France : que penser du budget d'austérité de Bayrou ?
Le haut niveau d'endettement de la France a sonné "l'heure de vérité". C'est dans cet esprit que le Premier ministre, François Bayrou, a présenté ses orientations budgétaires, qui prévoient plusieurs milliards d'économies. Outre la fusion de certains services publics et le gel des dépenses, affectant notamment les retraites et les prestations sociales, deux jours fériés devraient être supprimés. Les regards de la presse européenne sont rivés sur Paris.
Le mérite de la franchise
La proposition de Bayrou aura au moins une vertu pédagogique, affirme L'Opinion :
«C'est un plan de rigueur comme la France n'en a jamais connu depuis un demi-siècle. … Un plan qui, s'il est adopté, durera plusieurs années, le temps de stabiliser (et seulement de stabiliser !) notre endettement aujourd'hui hors de contrôle. … Rien ne dit que ce catastrophisme sera politiquement suffisant pour convaincre l'opinion publique que le temps des efforts est venu, ni que le PS ou le RN, qui tiennent le gouvernement en joue, se laisseront amadouer. Mais quelle que soit l'issue de ce discours, au moins le travail de pédagogie sur l'état réel du pays, tellement endetté et si peu productif, aura-t-il progressé.»
Un parti pris dévastateur
L'Humanité critique l'ampleur des aides publiques de l'Etat pour les entreprises :
«Des milliers de milliards d'euros cumulés qui n'ont en rien démontré une quelconque efficacité économique. Alors va-t-on tout remettre à plat ? Non juste raboter quelques aides, les plus scandaleuses. Mais que les patrons se rassurent, en échange le droit du travail sera allégé. Des milliards qui manquent, on peut aussi en trouver du côté de l'évasion fiscale : 80 à 120 milliards d'euros par an. Ou du côté des 500 Français les plus riches qui ont vu leur fortune multipliée par 14 en trois décennies. Un pactole à 1 128 milliards. Pendant ce temps, l'espérance de vie en bonne santé s'effondre. ... La satisfaction des desiderata des lobbys empoisonne notre environnement, nos assiettes et nos corps.»

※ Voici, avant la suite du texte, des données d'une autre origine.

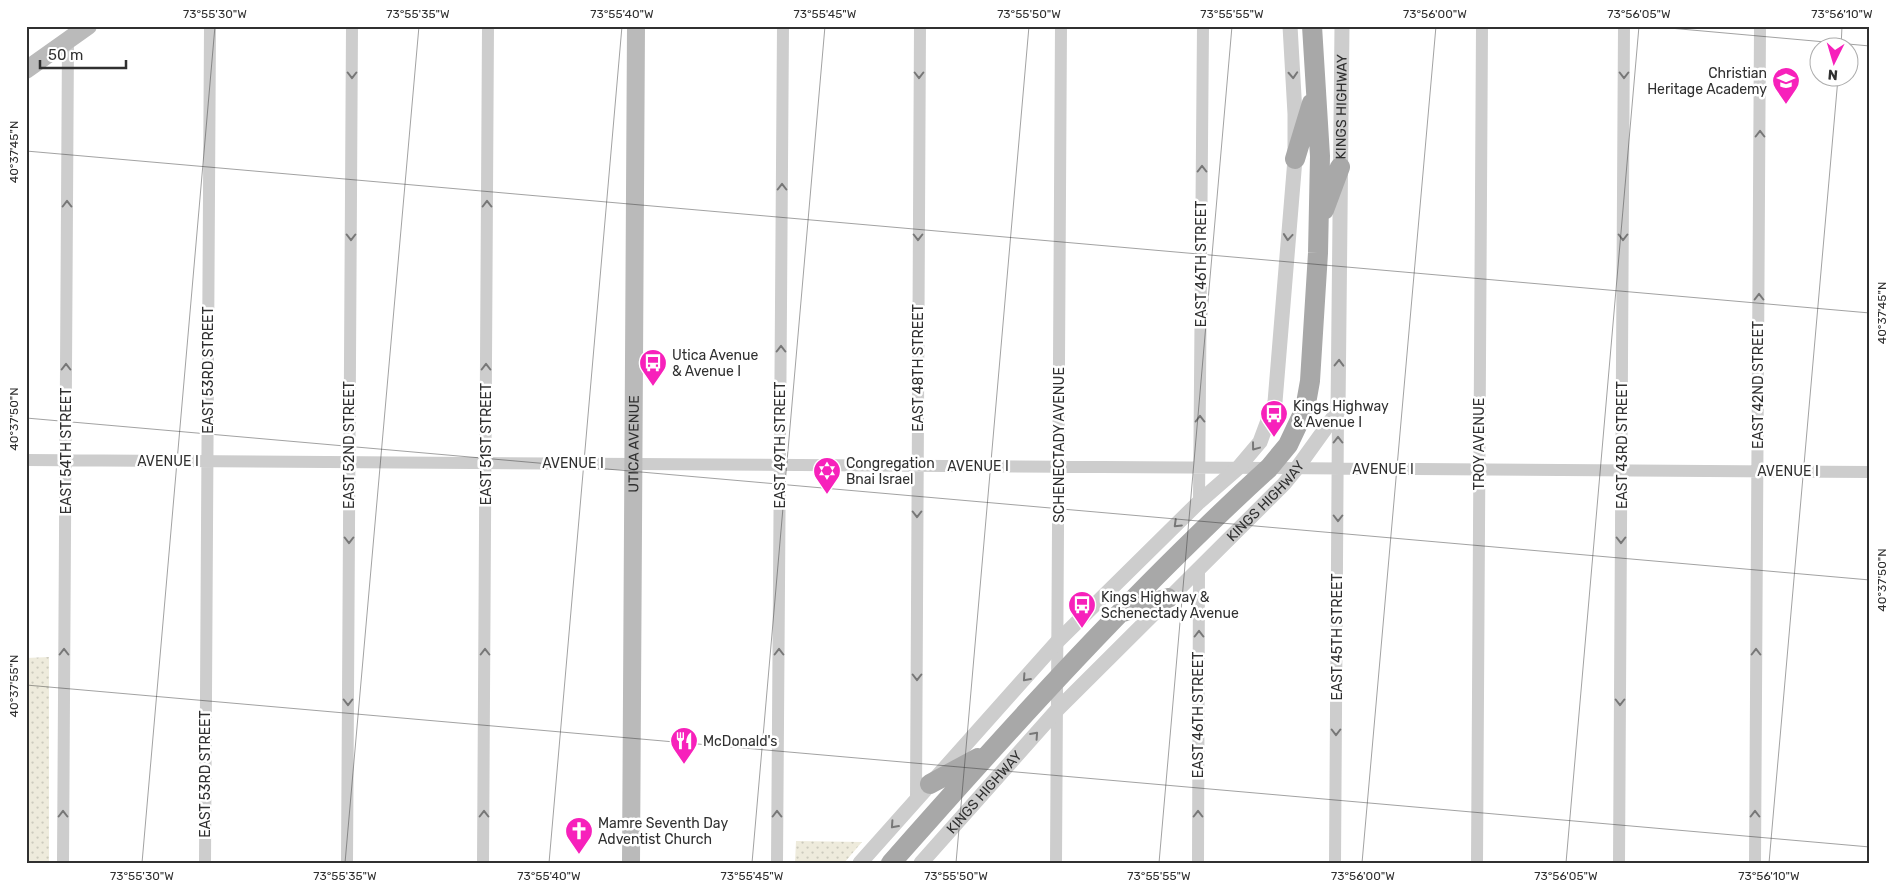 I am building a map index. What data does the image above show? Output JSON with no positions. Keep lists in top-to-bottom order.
{
  "streets": {
    "main road": ["KINGS HIGHWAY", "UTICA AVENUE"],
    "street": [
      "EAST 46TH STREET",
      "EAST 48TH STREET",
      "EAST 53RD STREET",
      "EAST 42ND STREET",
      "EAST 51ST STREET",
      "TROY AVENUE",
      "EAST 52ND STREET",
      "EAST 49TH STREET",
      "SCHENECTADY AVENUE",
      "EAST 43RD STREET",
      "EAST 54TH STREET",
      "AVENUE I",
      "EAST 45TH STREET"
    ]
  },
  "crossings": [
    ["KINGS HIGHWAY", "EAST 46TH STREET"],
    ["KINGS HIGHWAY", "SCHENECTADY AVENUE"],
    ["KINGS HIGHWAY", "AVENUE I"],
    ["KINGS HIGHWAY", "EAST 45TH STREET"],
    ["EAST 46TH STREET", "AVENUE I"],
    ["EAST 48TH STREET", "AVENUE I"],
    ["EAST 53RD STREET", "AVENUE I"],
    ["EAST 42ND STREET", "AVENUE I"],
    ["EAST 51ST STREET", "AVENUE I"],
    ["UTICA AVENUE", "AVENUE I"],
    ["TROY AVENUE", "AVENUE I"],
    ["EAST 52ND STREET", "AVENUE I"],
    ["EAST 49TH STREET", "AVENUE I"],
    ["SCHENECTADY AVENUE", "AVENUE I"],
    ["EAST 43RD STREET", "AVENUE I"],
    ["EAST 54TH STREET", "AVENUE I"],
    ["AVENUE I", "EAST 45TH STREET"]
  ],
  "one_way": [
    "EAST 48TH STREET",
    "EAST 42ND STREET",
    "EAST 51ST STREET",
    "EAST 52ND STREET",
    "EAST 49TH STREET",
    "EAST 43RD STREET",
    "EAST 54TH STREET"
  ],
  "places": {
    "school or university": ["Christian Heritage Academy"],
    "bus stop": ["Utica Avenue & Avenue I", "Kings Highway & Avenue I", "Kings Highway & Schenectady Avenue"],
    "synagogue": ["Congregation Bnai Israel"],
    "restaurant": ["McDonald's"],
    "church": ["Mamre Seventh Day Adventist Church"]
  },
  "scale_bar": "50 m",
  "north": "bottom",
  "coordinates": [
    "73°55'30\"W",
    "73°55'35\"W",
    "73°55'40\"W",
    "73°55'45\"W",
    "73°55'50\"W",
    "73°55'55\"W",
    "73°56'00\"W",
    "73°56'05\"W",
    "73°56'10\"W",
    "40°37'45\"N",
    "40°37'50\"N",
    "40°37'55\"N"
  ]
} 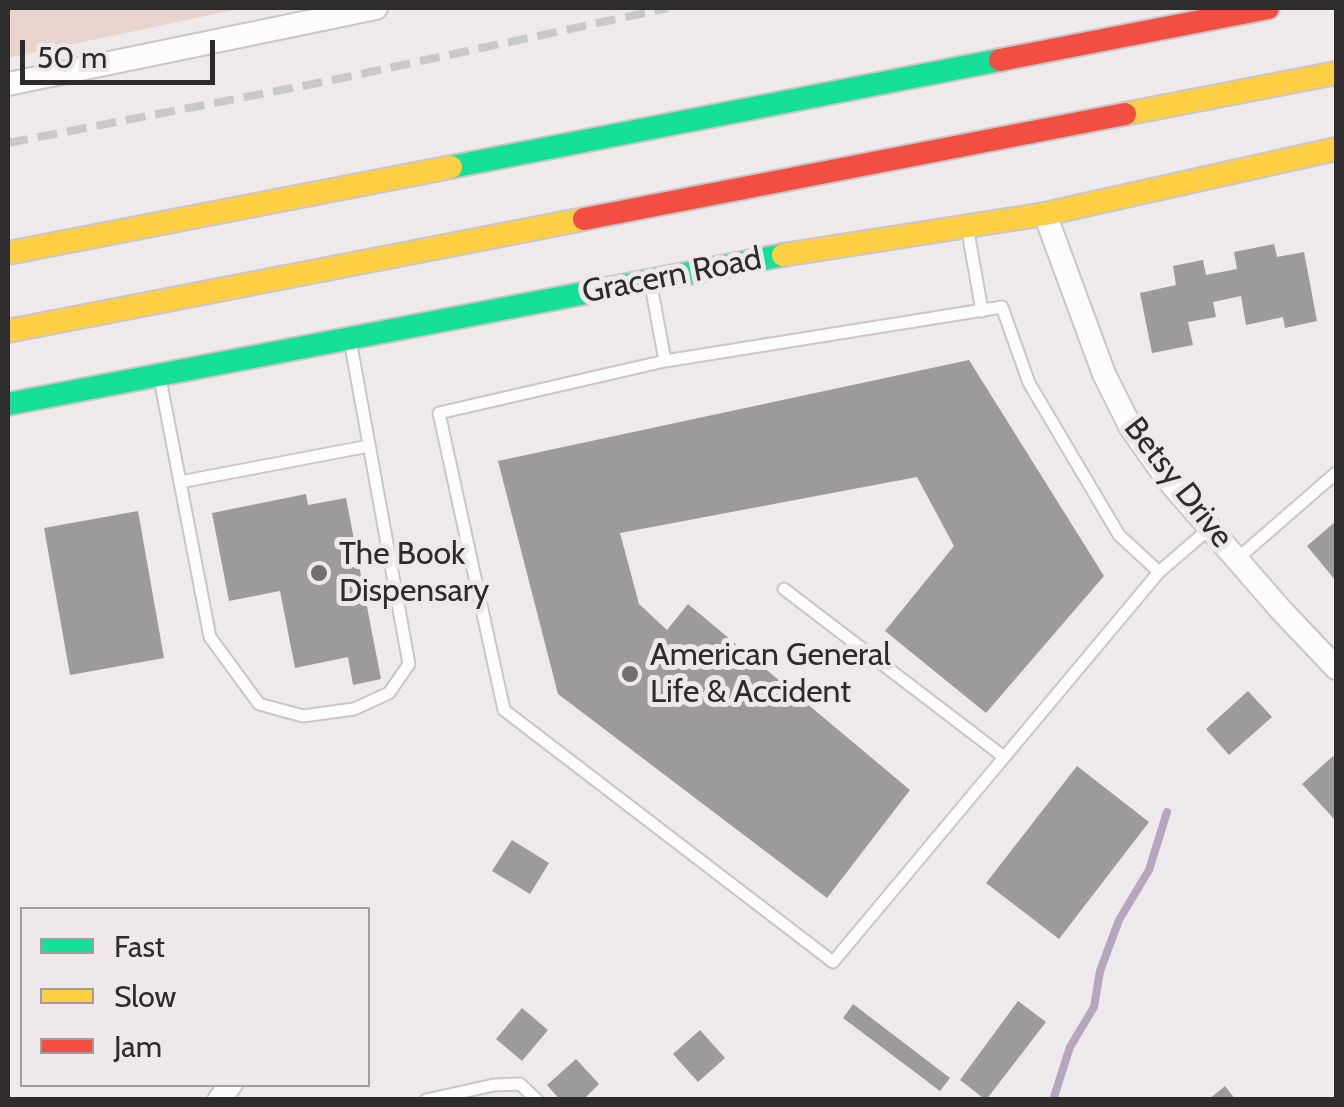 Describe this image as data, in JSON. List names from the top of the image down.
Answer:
{
  "streets": {
    "main road": ["Gracern Road"],
    "street": ["Betsy Drive"]
  },
  "crossings": [
    ["Gracern Road", "Betsy Drive"]
  ],
  "places": ["The Book Dispensary", "American General Life & Accident"],
  "legend": ["Fast", "Slow", "Jam"],
  "scale_bar": "50 m"
}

Des réformes trop longtemps repoussées
El Mundo rappelle la politique d'austérité imposée à l'Europe du Sud :
«Si le pays continue sur sa lancée sans avoir les moyens de stimuler son économie, dans un monde dominé par la concurrence, les problèmes du pays ne pourront que s'aggraver. ... L'exemple de la France soulève une question : comment un pays aussi important a-t-il pu en arriver là ? ... On peut en conclure que la République a trop longtemps repoussé les réformes structurelles qui s'imposaient. L'Espagne - mais aussi la Grèce ou le Portugal - sont aujourd'hui en meilleure posture. Non pas que notre pays ait pris de meilleures décisions, mais parce que la crise financière l'avait obligé à procéder à des ajustements difficiles.»
Partir la tête haute
Bayrou tente tout pour ne pas perdre la face, croit savoir Tages-Anzeiger :
«Les Français doivent travailler davantage, Bayrou a-t-il dit. D'où son intention de supprimer deux jours fériés. ... Il n'est plus question que de ces jours fériés. Il n'en resterait ainsi plus que neuf, si deux sont supprimés, ce qui placerait la France dans la moitié inférieure du tableau européen. ... Il est fort possible que ces histoires de jours fériés ne soient qu'un leurre, une feinte. Bayrou peut retirer la mesure en cours de débat et affirmer qu'il aura tout tenté, qu'il se sera battu jusqu'au bout pour la résilience de l'Etat - et quitter la scène la tête haute. Après ce budget austéritaire sans précédent, sa survie politique est peu probable. Il n'a pas la majorité parlementaire requise pour le faire passer.»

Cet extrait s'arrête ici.